Click on the bill number for more detailed information about the legislation
|House Bill Number||Senate Bill Number||Title|
|HB 1036||HB 1036 – Addressing PERS survivor benefits for deceased domestic partners
If enacted, this bill would provide survivor benefits to the spouses of deceased members of the Public Employees’ Retirement System (PERS) who were registered domestic partners, later married, but the member died prior to being eligible to add the spouse as a survivor.
|HB 1109||HB 1109 – Adding OSPI employees to TRS
If enacted, this bill would add employees of the Office of the Superintendent of Public Instruction (OSPI) to the Teacher’s Retirement System (TRS), if they are qualified to teach and are in an instructional, administrative, or supervisory position.
|HB 1168||SB 5211||HB 1168/SB 5211 – Correcting PERS retiree return to work restrictions
ESHB 1981 of the 2011 session modified the return to work rules for PERS retirees. If enacted, this bill would correct some unintended consequences of those statute changes to ensure that:
|HB 1169||SB 5210||HB 1169/SB 5210 – Regarding an optional life annuity benefit for members of the Washington State Patrol Retirement System
If enacted, this bill would allow WSPRS members to use funds from certain tax-qualified plans to purchase a life annuity from the Washington State Patrol retirement fund at the time of retirement.
|HB 1322||HB 1322 – Amending estoppel criteria to only apply to those eligible for “normal” retirement
Currently, members eligible for retirement in certain plans are prevented (estopped) from joining a different retirement system. If enacted, this bill would amend the estoppel criteria to state that a member would be estopped from membership in a retirement system if the retirement eligibility for another system is a “normal” retirement. Those who are not eligible for a full retirement, but only a retirement benefit calculated under alternate retirement criteria, such as early retirement, would no longer be estopped from membership in another system based on this section, and would therefore be mandated into membership unless excluded by other criteria.

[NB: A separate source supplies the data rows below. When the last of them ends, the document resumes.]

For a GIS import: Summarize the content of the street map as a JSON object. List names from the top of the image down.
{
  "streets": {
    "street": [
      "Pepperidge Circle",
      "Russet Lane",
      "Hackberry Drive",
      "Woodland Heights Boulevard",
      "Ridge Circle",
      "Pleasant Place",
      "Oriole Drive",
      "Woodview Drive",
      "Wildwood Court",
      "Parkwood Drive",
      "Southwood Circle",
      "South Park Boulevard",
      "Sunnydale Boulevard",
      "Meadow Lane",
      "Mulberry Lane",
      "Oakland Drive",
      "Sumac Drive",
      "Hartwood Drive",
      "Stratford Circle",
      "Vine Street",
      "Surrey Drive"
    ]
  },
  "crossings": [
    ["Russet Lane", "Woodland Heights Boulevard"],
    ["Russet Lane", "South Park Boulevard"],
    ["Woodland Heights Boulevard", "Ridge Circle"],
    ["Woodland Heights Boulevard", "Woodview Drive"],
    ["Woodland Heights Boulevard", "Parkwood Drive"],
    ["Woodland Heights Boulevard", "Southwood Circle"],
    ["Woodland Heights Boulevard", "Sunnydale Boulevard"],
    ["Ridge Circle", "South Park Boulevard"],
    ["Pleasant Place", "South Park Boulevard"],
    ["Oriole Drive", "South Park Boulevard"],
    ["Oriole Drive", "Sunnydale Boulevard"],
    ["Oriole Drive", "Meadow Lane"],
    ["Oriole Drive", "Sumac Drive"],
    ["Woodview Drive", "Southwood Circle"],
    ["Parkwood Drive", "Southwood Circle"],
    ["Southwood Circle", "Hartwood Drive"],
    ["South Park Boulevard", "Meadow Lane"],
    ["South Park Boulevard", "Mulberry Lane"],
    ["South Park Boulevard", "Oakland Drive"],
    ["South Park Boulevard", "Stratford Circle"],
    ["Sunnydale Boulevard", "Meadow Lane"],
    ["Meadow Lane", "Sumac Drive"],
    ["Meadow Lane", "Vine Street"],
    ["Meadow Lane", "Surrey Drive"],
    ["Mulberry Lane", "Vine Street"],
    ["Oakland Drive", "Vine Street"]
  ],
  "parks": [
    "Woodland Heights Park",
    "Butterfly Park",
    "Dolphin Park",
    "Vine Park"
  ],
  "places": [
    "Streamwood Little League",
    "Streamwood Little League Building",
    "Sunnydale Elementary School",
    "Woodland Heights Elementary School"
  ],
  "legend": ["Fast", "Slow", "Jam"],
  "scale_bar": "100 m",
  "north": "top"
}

|HB 1542||SB 5473||HB 1542/SB 5473 – Regarding alternate retirement provisions for PERS, TRS and SERS (Rule of 85)
If enacted, this bill would provide unreduced retirement benefits to any vested Plan 2 and Plan 3 member of PERS, TRS, and SERS, who is at least age 55 and for whom the sum of the member's age and the number of years of the member's service credit equals 85 or more.
|HB 1615||SB 5545||HB 1615/SB 5545 – Return to work after retiring under 2008 Early Retirement Factors
If enacted, this bill would allow a retiree, from Plan 2 or 3 of the Teachers’ Retirement System (TRS), School Employees’ Retirement System (SERS) or Public Employees’ Retirement System (PERS), who retired under the 2008 Early Retirement Factors (ERFs) to return to work before age 65 and continue receiving his or her pension benefit.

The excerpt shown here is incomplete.